HTML5 accepts only UTF-8 encoding, there are better ways than Deflate to compress Unicode texts, bzip2 to start with. Deflate has no clue about UTF-8 since it is byte oriented, its search window is limited to 32 kilo bytes (in UTF-8 a single Devanagari character –used for Hindi and other languages in India– takes 3 bytes which seriously reduces the size of text that can actually be used as a reference for string matching, the same goes for other scripts like Cyrillic (Russian, Ukrainian, Bulgarian…), Greek,  Hebrew, Arabic… since they can no longer rely on single byte charsets and UTF-8 means 2 bytes per character for those).

For web performance having a compression scheme that could recognize and reverse/redo base64 encoding (Data URI, RFC2397) to handle "binary blobs" inside text files would be very appreciated.

Deflate misses some flexibility since it has no super fast mode à la LZ4 that would still provide decent compression but at much lower CPU cost (no entropy coding), nor something heavier on the other side (LZMA like).

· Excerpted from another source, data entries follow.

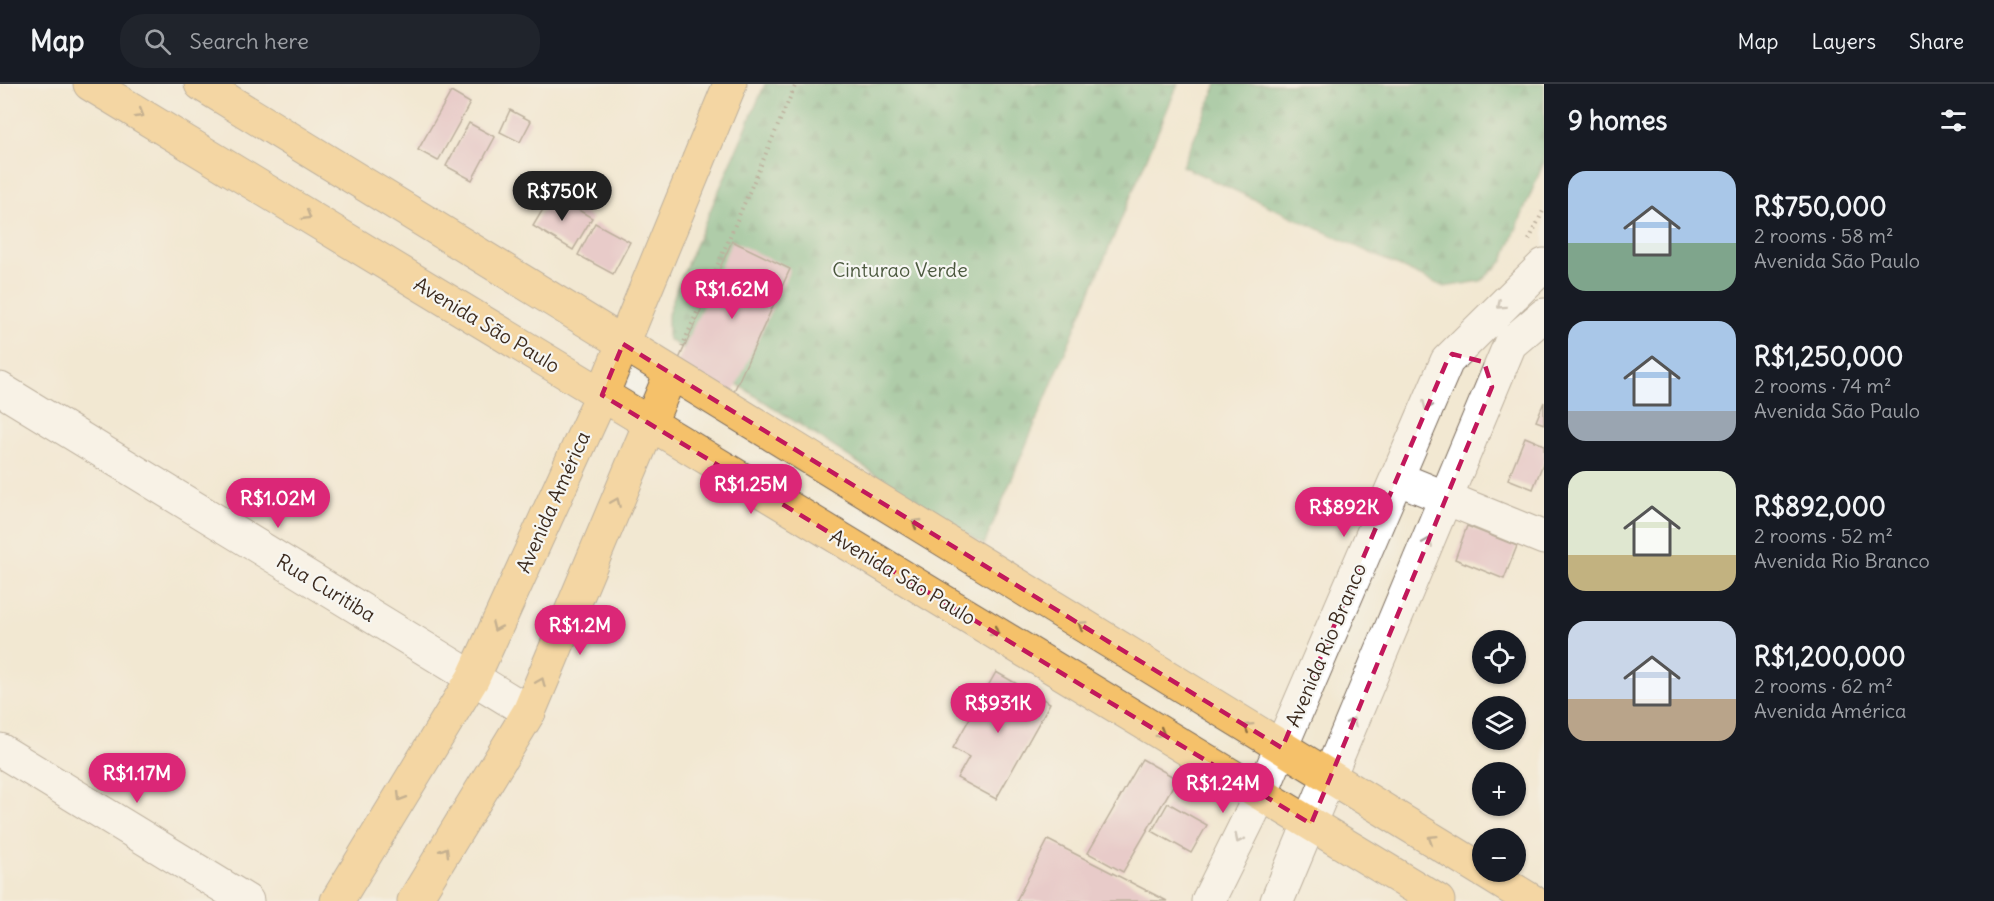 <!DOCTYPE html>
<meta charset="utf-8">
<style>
body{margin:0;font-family:Delius,sans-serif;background:#20242c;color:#f1f3f6;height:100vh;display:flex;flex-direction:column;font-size:22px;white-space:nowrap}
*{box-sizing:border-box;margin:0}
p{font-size:20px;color:#9ea1a6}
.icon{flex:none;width:33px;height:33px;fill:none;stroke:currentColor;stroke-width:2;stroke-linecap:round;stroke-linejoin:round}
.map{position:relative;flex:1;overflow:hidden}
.details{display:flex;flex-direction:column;background:#171b24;width:450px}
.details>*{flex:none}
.tools{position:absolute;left:1472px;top:546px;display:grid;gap:12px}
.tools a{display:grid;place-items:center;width:54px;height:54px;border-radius:50%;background:#171b24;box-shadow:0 2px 4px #0004;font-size:30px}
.price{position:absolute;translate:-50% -51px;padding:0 14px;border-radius:21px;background:#db2777;color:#fff;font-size:20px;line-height:39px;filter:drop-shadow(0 2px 3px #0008)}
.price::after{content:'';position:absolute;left:50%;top:36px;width:18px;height:14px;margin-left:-9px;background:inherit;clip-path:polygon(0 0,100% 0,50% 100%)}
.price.active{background:#222;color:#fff}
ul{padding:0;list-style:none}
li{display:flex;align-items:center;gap:18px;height:150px;padding:0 24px}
li span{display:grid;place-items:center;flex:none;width:168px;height:120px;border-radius:18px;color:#555}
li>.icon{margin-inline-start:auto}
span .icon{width:72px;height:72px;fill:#fffc;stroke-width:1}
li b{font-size:26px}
h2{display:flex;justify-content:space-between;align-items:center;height:72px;padding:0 24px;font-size:26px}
header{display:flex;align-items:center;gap:36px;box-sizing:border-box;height:84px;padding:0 30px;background:#171b24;border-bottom:2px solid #363941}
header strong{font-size:28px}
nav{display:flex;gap:33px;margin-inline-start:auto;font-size:21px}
.search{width:420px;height:54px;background:#20242c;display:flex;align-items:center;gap:15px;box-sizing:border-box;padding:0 21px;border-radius:24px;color:#9ea1a6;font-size:22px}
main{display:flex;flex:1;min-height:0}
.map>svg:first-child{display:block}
</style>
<header>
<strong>Map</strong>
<div class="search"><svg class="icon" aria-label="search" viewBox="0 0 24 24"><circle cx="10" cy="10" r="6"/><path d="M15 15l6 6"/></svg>Search here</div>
<nav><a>Map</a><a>Layers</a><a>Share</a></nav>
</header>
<main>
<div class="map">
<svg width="1544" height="817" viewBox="0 0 1544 817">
<defs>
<pattern id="forest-firs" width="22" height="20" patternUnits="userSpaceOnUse" patternTransform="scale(1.5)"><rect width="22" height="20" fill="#5dac78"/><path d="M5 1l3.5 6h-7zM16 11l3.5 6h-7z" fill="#4e8c62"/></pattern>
</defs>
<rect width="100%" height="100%" fill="#f6f6f2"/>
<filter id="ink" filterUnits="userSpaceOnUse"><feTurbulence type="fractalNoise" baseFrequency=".0167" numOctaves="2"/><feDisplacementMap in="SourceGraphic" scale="12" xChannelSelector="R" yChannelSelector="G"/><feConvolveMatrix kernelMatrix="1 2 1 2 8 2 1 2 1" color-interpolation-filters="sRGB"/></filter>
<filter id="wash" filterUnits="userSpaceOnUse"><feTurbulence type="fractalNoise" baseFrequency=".008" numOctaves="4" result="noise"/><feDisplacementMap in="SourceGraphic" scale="24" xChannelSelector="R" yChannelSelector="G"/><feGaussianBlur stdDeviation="1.35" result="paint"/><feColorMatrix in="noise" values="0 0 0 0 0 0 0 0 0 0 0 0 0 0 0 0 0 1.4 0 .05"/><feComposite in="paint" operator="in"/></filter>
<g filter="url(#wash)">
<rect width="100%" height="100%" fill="#f2e8d2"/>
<!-- forest -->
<path fill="url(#forest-firs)" stroke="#4c6b4b" stroke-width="1.5" d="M765 0H1178L984 461 668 255V230L677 203Z
M1217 0H1544V78L1503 177 1481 197 1444 203 1182 82Z"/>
<g id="blocks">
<!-- building -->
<path fill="#dba8be" d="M451 8 470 19 438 77 418 66Z
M510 26 531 37 520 58 500 48Z
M469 39 495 53 472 96 446 82Z
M552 110 592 134 573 166 533 142Z
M595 139 630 158 613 190 578 171Z
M732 157 790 185 729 318 675 284Z
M1544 318V340L1536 337Z
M1525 353 1544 361V377L1533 405 1508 395Z
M1467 442 1517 462 1504 495 1455 475Z
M996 588 1050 619 996 715 957 694 969 673 953 664Z
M1142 675 1177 695 1123 788 1088 769Z
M1168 719 1207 741 1191 769 1152 747Z
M1048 756 1167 817H1016Z"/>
</g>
</g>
<g filter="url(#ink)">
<use href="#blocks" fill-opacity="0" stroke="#7b6c5d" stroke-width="1.5"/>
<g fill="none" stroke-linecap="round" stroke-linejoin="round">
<defs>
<path id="minor" d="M0 305 529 628
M1397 394 1544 454
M0 666 247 817
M1208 817 1261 710 1447 277 1544 181
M1277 817 1510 260 1544 231"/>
<path id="major" d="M90 0 1438 817
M201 0 1482 786
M1485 788 1532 817
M337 817 473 594 602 311 730 0
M414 817 529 628 671 289"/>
</defs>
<!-- minor casing -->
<use href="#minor" stroke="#7b6c5d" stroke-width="35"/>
<!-- major casing -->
<use href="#major" stroke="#7b6c5d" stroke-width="35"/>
<!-- path -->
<path stroke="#7b6c5d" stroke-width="4" stroke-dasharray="1.5 4.5" stroke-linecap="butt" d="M1529 156 1544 125
M682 263 796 0"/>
<!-- minor -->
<use href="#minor" stroke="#fff" stroke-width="33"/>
<!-- major -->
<use href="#major" stroke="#f5c16b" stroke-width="33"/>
</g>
<!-- one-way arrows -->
<defs><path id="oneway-chevron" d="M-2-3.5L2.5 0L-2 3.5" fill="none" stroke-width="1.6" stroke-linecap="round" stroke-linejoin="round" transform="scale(1.5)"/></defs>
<g stroke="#8f6e41">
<use href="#oneway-chevron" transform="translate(140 30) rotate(31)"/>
<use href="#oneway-chevron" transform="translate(307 132) rotate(31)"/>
<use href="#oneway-chevron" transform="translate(616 418) rotate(-67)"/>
<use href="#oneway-chevron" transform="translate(916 439) rotate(-149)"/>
<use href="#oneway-chevron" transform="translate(1082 541) rotate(-148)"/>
<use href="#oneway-chevron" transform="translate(496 543) rotate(114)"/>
<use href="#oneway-chevron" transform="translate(995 548) rotate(31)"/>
<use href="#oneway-chevron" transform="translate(541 598) rotate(-67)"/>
<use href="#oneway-chevron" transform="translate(1248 643) rotate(-148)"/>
<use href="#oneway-chevron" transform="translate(1161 649) rotate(31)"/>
<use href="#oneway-chevron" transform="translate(401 713) rotate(121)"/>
<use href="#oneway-chevron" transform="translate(1432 755) rotate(-148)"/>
<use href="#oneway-chevron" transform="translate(445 767) rotate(-59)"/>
</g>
<g stroke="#a79f9a">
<use href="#oneway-chevron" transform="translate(1501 221) rotate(138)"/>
<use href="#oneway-chevron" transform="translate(1427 322) rotate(113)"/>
<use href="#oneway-chevron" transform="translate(1428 458) rotate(-67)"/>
<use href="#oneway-chevron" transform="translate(1352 638) rotate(-67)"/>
<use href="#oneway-chevron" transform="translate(1239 755) rotate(117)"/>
</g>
</g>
<!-- marked area -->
<path d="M0 0H1544V817H0ZM623 260 1282 664 1447 277 1452 270 1484 278 1492 303 1311 740 602 311Z" fill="#f2e8d2" fill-opacity=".55" fill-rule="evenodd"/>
<path fill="none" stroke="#c2185b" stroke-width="4.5" stroke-dasharray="12 8" stroke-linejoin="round" d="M623 260 1282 664 1447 277 1452 270 1484 278 1492 303 1311 740 602 311Z"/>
<g text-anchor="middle" stroke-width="4.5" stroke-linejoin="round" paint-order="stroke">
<!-- park labels -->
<g font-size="20" fill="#4c593f" stroke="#f6f6f2">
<text x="900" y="193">Cinturao Verde</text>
</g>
<!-- street labels -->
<g font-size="20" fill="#3b2a1e" stroke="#f6f6f2">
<text transform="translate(487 241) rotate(31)" y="7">Avenida São Paulo</text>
<text transform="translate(553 418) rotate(-66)" y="7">Avenida América</text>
<text transform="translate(903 493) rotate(31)" y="7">Avenida São Paulo</text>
<text transform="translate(326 504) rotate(31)" y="7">Rua Curitiba</text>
<text transform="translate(1326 561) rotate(-67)" y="7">Avenida Rio Branco</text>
</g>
</g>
</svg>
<div class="tools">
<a><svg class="icon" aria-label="locate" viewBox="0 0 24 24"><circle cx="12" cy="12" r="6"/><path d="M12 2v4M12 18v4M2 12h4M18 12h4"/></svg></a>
<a><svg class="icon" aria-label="layers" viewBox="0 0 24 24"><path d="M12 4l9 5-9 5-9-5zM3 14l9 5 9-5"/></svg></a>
<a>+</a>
<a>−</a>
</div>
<b class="price active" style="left:562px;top:138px">R$750K</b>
<b class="price" style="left:732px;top:236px">R$1.62M</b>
<b class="price" style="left:751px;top:431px">R$1.25M</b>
<b class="price" style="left:278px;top:445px">R$1.02M</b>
<b class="price" style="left:1344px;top:454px">R$892K</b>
<b class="price" style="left:580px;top:572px">R$1.2M</b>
<b class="price" style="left:998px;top:650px">R$931K</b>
<b class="price" style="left:137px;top:720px">R$1.17M</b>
<b class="price" style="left:1223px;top:730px">R$1.24M</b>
</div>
<section class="details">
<h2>9 homes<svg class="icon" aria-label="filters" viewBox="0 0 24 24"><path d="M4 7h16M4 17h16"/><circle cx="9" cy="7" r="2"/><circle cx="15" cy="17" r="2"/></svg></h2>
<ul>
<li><span style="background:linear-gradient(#a9c7e8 60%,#7fa58c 0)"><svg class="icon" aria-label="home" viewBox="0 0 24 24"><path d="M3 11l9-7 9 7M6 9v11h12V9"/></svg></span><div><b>R$750,000</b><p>2 rooms · 58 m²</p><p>Avenida São Paulo</p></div></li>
<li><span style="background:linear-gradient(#a9c7e8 75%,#9aa5b1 0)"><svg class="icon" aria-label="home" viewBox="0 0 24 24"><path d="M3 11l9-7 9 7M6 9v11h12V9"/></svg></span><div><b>R$1,250,000</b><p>2 rooms · 74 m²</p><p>Avenida São Paulo</p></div></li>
<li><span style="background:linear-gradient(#dfe7d0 70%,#c2b280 0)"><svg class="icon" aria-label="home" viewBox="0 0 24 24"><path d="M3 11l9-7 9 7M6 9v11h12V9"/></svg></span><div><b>R$892,000</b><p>2 rooms · 52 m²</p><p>Avenida Rio Branco</p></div></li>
<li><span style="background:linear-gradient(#c9d6e8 65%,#b9a48a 0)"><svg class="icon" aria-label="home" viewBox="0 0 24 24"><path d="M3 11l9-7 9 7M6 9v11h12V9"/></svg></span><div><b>R$1,200,000</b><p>2 rooms · 62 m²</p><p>Avenida América</p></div></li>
</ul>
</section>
</main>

Deflate was a nice compression scheme in the 90s, but the World (Wide Web) has changed since the 90s, look how archivers handle text files nowadays: they switch to PPMd, bzip2… because Deflate is outdated.

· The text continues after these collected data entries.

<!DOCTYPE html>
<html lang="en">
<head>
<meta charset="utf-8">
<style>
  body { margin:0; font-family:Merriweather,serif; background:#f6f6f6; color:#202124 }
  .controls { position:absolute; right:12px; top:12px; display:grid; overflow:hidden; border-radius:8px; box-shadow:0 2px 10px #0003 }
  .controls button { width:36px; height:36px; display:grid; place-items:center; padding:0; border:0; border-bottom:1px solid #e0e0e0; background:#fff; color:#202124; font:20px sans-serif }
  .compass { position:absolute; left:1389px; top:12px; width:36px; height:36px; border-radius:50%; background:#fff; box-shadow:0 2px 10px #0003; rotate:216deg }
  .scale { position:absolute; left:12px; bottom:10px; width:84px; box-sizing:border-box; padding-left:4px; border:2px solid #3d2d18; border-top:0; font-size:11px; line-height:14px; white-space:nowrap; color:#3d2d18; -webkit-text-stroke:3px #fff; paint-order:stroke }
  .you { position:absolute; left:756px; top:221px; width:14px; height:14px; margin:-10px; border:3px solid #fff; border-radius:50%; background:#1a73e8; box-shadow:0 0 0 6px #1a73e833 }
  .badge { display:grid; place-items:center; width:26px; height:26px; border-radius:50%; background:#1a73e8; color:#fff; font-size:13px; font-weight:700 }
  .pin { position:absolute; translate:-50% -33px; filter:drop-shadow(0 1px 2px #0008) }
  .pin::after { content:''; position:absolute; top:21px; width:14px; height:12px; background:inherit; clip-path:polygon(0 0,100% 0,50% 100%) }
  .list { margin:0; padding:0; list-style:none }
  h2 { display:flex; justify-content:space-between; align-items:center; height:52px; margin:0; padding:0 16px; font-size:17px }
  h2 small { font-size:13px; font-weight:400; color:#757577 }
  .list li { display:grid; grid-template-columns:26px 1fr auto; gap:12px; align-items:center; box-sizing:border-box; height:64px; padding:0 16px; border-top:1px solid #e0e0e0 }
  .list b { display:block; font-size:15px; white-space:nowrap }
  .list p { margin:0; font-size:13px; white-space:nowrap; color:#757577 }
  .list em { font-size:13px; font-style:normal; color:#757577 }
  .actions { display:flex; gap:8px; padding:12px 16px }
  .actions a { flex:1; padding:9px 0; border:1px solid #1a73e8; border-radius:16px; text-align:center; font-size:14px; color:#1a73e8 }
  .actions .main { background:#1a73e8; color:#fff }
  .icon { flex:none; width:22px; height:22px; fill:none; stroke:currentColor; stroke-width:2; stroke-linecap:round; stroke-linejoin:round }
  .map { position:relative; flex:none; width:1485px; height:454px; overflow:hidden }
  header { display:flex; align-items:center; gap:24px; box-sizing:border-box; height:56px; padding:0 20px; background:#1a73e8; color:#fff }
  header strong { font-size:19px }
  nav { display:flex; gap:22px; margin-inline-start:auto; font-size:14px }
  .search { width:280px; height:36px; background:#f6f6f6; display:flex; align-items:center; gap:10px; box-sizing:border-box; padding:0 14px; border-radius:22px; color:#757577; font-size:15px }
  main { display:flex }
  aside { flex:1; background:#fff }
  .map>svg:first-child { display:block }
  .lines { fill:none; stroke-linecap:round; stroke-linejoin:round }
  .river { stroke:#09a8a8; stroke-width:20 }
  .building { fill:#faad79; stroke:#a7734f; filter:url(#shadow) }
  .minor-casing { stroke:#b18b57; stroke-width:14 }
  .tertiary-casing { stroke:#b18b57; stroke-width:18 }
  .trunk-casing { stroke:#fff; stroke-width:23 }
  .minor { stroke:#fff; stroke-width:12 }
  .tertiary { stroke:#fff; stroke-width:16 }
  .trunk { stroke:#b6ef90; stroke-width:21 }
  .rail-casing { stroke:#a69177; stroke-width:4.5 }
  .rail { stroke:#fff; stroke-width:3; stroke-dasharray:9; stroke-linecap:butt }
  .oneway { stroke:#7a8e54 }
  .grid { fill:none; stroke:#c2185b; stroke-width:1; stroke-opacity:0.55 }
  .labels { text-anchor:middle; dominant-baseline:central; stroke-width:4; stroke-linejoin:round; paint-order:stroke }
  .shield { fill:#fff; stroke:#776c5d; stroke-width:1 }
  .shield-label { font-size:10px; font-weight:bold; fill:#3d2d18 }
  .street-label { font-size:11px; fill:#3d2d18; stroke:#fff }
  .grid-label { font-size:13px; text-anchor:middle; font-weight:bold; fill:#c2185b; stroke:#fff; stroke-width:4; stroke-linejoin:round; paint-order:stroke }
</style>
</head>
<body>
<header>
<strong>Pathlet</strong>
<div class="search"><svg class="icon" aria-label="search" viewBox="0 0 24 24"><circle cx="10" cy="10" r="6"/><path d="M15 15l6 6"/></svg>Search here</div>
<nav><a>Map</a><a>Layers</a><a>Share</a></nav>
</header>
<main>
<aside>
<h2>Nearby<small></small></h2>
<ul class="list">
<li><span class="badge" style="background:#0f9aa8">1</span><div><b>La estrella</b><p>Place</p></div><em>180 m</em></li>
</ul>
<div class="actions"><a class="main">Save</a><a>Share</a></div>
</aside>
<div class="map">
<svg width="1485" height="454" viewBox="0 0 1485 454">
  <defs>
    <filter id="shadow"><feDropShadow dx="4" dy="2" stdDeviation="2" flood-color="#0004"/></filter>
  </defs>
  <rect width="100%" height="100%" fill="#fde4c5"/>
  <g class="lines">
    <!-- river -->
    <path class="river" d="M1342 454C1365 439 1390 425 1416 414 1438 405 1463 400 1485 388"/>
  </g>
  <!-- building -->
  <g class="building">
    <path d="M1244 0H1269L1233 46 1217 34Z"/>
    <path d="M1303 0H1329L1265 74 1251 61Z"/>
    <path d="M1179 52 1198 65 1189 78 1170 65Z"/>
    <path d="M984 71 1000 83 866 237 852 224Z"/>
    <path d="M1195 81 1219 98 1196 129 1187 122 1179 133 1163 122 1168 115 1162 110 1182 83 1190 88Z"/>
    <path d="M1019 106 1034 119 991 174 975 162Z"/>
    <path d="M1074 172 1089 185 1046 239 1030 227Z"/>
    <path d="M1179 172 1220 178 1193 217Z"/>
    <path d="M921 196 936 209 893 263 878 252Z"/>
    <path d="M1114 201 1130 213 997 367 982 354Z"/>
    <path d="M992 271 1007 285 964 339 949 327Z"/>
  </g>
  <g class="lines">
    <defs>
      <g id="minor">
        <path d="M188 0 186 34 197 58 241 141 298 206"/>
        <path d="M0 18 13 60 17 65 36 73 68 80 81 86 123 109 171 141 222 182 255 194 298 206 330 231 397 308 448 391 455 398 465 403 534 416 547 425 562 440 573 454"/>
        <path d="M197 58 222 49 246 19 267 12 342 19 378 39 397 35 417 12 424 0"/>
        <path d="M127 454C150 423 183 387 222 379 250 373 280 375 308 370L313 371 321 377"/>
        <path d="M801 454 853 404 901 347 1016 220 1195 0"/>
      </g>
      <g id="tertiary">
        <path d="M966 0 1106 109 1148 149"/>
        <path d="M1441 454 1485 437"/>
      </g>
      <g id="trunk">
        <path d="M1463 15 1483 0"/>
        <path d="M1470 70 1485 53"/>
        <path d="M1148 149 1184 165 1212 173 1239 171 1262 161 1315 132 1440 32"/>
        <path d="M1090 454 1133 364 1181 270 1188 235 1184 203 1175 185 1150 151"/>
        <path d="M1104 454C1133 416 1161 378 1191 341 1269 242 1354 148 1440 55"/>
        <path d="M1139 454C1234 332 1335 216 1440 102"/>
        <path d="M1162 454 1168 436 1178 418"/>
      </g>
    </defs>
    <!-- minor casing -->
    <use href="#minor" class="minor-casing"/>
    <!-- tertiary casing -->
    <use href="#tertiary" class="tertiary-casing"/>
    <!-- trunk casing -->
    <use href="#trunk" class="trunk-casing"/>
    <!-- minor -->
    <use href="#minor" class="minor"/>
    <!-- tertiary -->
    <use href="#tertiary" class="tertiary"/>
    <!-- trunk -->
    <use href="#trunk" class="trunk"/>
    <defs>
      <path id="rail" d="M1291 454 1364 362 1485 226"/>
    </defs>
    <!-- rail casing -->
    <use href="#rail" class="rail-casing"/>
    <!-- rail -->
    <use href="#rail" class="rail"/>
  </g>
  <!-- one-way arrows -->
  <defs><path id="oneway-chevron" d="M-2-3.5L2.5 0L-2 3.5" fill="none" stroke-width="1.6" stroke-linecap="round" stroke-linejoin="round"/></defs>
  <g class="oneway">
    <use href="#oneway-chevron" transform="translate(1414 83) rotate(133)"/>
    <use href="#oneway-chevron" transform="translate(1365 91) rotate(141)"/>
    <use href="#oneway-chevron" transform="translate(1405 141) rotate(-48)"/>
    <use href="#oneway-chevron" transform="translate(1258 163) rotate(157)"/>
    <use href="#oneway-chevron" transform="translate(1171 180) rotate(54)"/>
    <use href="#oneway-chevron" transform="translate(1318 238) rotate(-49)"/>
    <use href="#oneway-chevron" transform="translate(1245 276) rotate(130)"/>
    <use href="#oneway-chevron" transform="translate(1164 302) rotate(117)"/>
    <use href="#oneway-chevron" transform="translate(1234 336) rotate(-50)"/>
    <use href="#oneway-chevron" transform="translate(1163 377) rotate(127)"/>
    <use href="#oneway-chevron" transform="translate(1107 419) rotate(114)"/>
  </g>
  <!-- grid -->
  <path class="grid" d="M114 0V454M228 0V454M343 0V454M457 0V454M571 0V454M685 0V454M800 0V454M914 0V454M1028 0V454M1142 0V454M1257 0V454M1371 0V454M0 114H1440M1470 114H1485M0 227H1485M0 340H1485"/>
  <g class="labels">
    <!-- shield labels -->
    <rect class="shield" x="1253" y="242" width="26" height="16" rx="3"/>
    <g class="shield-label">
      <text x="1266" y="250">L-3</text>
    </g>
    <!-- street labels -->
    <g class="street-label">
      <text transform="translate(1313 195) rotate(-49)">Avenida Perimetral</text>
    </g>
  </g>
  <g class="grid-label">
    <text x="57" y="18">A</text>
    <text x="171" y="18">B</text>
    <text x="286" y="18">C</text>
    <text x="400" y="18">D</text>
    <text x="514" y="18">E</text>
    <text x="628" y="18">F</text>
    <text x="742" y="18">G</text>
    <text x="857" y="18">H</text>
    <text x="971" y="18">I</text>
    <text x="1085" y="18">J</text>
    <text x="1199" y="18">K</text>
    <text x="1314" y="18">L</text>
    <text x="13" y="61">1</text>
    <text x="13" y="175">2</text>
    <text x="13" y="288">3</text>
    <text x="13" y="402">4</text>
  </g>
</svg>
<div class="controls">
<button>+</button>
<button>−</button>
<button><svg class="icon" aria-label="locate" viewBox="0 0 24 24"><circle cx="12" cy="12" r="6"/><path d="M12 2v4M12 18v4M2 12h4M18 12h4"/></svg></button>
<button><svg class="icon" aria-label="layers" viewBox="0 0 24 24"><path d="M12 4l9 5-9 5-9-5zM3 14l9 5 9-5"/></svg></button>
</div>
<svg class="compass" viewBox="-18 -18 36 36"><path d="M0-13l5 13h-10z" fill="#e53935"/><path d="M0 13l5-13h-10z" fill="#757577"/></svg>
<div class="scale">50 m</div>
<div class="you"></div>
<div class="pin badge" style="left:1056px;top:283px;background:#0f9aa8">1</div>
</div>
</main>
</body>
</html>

Compressing the headers is a good idea, but thinking about new compression schemes for the payload should not be overlooked.

Frédéric Kayser

Le 21 mai 2013 à 19:17, Poul-Henning Kamp a écrit :

> In message <>de>, Roland Zink writes:
>> This seem to make the introduction of new compression schemes more complex.
> And what is the plausibility that any new compression schemes will ever
> make that worth-while ?
> It's not nill, but it makes a convincing impression of nill.
> -- 
> Poul-Henning Kamp       | UNIX since Zilog Zeus 3.20
> phk@FreeBSD.ORG         | TCP/IP since RFC 956
> FreeBSD committer       | BSD since 4.3-tahoe    
> Never attribute to malice what can adequately be explained by incompetence.